L’avevo letto qualche anno fa in e-book…
con molto coinvolgimento, ma un po’ di corsa e con i limiti della lettura digitale, quelli che conosce bene chi è cresciuto (e pasciuto) con la carta stampata.
Poi mi sono imbattuto in una citazione da controllare, e – una riga tira l’altra – ho deciso di rileggerlo, ma stavolta scavando nella carta con adeguata lentezza.
Un romanzo autobiografico?
In un certo senso sì, l’autore è presente in prima persona, come in quasi tutti i suoi libri.
Ma qui è presentissimo, perché è di sé stesso che parla, in relazione al problema dei problemi, che per lui pervicacemente è la storia “incredibile” della resurrezione dei morti (non è un caso che Carrère sia stato lo sceneggiatore della prima stagione della serie tv Les Révenants, una vicenda incentrata su morti che ritornano a casa, ma non sono zombie, sono appunto risorti; e quindi non è un caso che proprio dalle circostanze legate a questa serie prenda le mosse romanzo-viaggio sul “Risorto” per eccellenza).
Personalmente ho trovato indimenticabile l’aneddoto sul padre un po’ volterriano e un po’ maurrassiano – combinazione piuttosto frequente nella vecchia Francia – disturbato dall’introduzione del volgare nella liturgia, non solo e non tanto per nostalgia del vecchio rito, quanto perché affermare solennemente in latino che un uomo è risorto dai morti ha un peso ben diverso che dirlo, con un certo imbarazzo, in francese….
Tutto il racconto è condotto sulla linea di confine tra conversione e (si può dire?) sconversione.
Dopo cento pagine la situazione è questa:
“Sono diventato quello che avevo così paura di diventare. Uno scettico, un agnostico – nemmeno abbastanza credente da essere ateo…E il peggio, dal punto di vista di colui che ero, è che mi ci trovo piuttosto bene. Capitolo chiuso? Non proprio, se quindici anni dopo… mi è venuta voglia di girare di nuovo intorno a questo momento centrale e misterioso della nostra storia, della mia storia. Di tornare ai testi, cioè al Nuovo Testamento. Il cammino che in passato ho compiuto da credente, lo compirò oggi da romanziere? Da storico? Non lo so ancora, non voglio dare una risposta netta, non penso che l’etichetta conti poi molto.
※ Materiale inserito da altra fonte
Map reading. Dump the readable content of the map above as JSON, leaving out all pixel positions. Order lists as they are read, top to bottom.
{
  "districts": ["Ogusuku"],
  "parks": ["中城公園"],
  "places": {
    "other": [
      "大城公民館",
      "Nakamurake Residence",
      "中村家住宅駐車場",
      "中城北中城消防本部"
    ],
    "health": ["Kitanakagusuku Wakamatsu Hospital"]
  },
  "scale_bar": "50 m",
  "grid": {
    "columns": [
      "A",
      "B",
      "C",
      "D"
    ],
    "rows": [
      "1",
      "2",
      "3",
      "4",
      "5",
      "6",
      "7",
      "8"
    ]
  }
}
Diciamo da investigatore…Gesù è una figura che, se non illumina, acceca. Non voglio affrontarlo direttamente. A costo di dover risalire in seguito il corso del fiume fino alla sorgente, preferisco iniziare l’inchiesta un po’ a valle…”
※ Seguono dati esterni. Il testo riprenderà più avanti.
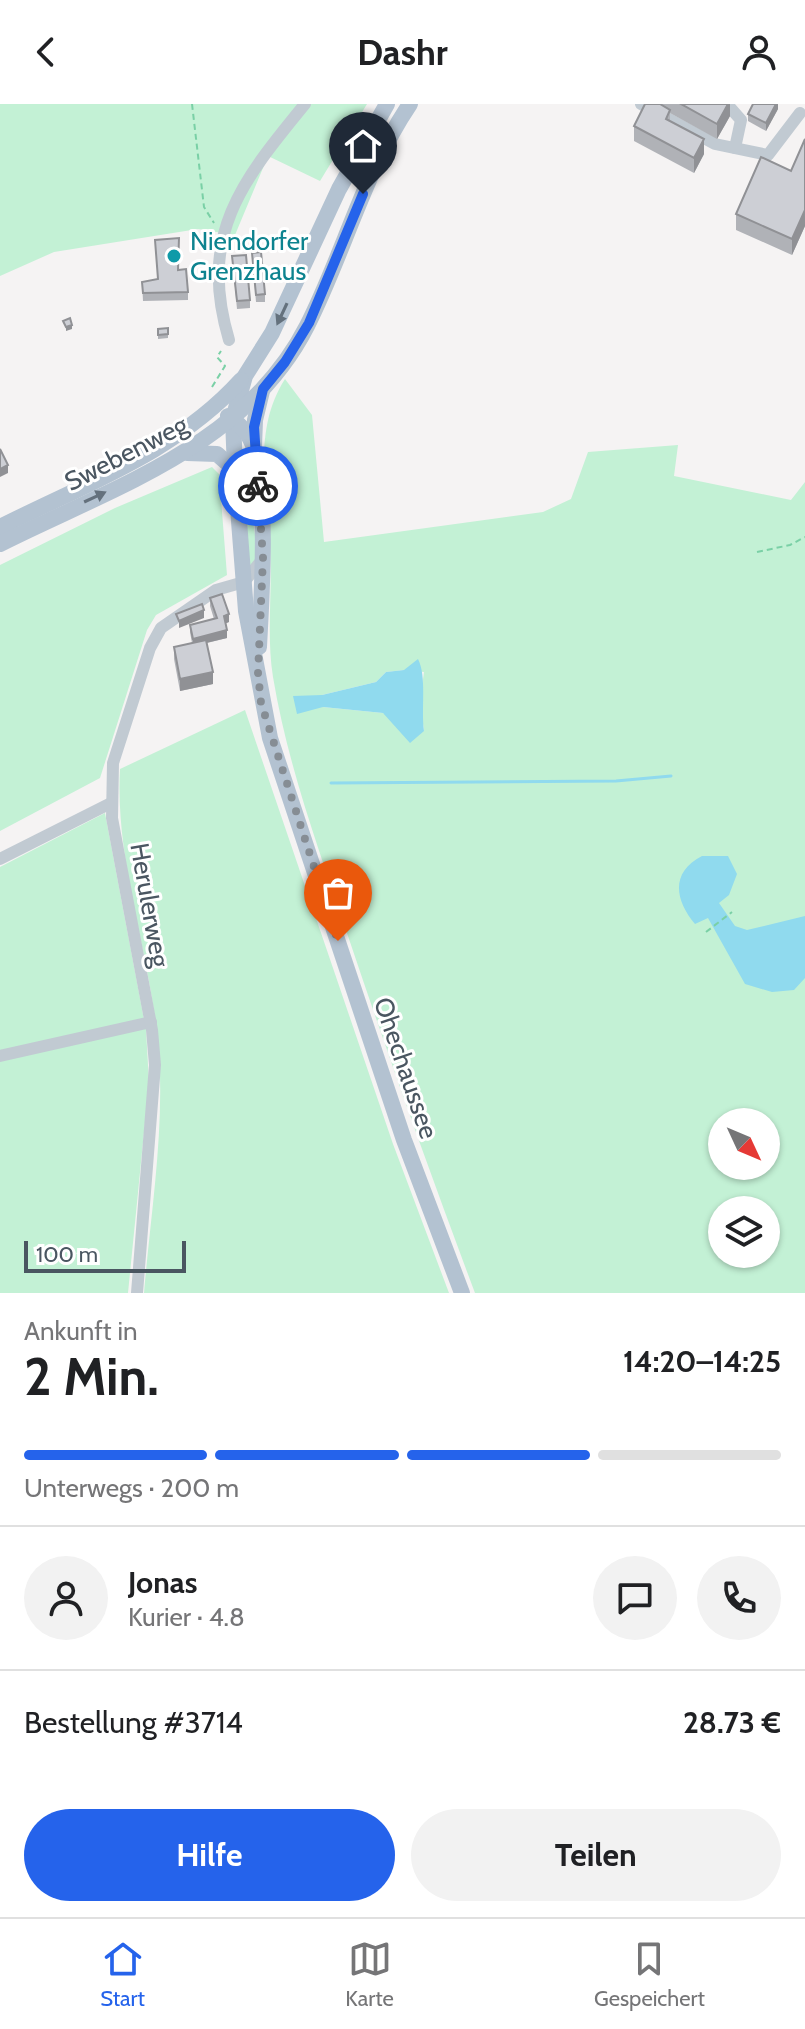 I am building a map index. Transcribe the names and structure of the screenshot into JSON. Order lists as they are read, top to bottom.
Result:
{
  "streets": {
    "main road": ["Swebenweg", "Ohechaussee"],
    "street": ["Herulerweg"]
  },
  "places": ["Niendorfer Grenzhaus"],
  "scale_bar": "100 m",
  "north": "bottom right",
  "page": {
    "header": "Dashr",
    "scale": "100 m",
    "heading": ["2 Min.", "Ankunft in", "14:20–14:25"],
    "panel": [
      "Jonas",
      "Kurier · 4.8",
      "Bestellung #3714",
      "28.73 €"
    ],
    "bar": "Unterwegs · 200 m",
    "buttons": ["Hilfe", "Teilen"],
    "tabs": ["Start", "Karte", "Gespeichert"]
  }
}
Segue – per più di 200 pagine – l’avventura di un viaggio colto e appassionante nei luoghi del cristianesimo nascente con la guida degli Atti degli Apostoli e delle Lettere di San Paolo.
Gerusalemme, Efeso, Roma; l’incontro con il Vangelo di Marco e il mistero degli “appunti” di Pietro, la fonte Q, le folgorazioni parossistiche e paradossali di Saulo-Paolo e il suo rapporto col così diverso Luca e, non poteva mancare, di questi con Maria, conosciuta o solo sfiorata nel suo ambiente di Efeso.
Come è immaginabile non c’è nessuna traccia di racconto devozionale e compunto, ma neppure di riduzionismo arrogante.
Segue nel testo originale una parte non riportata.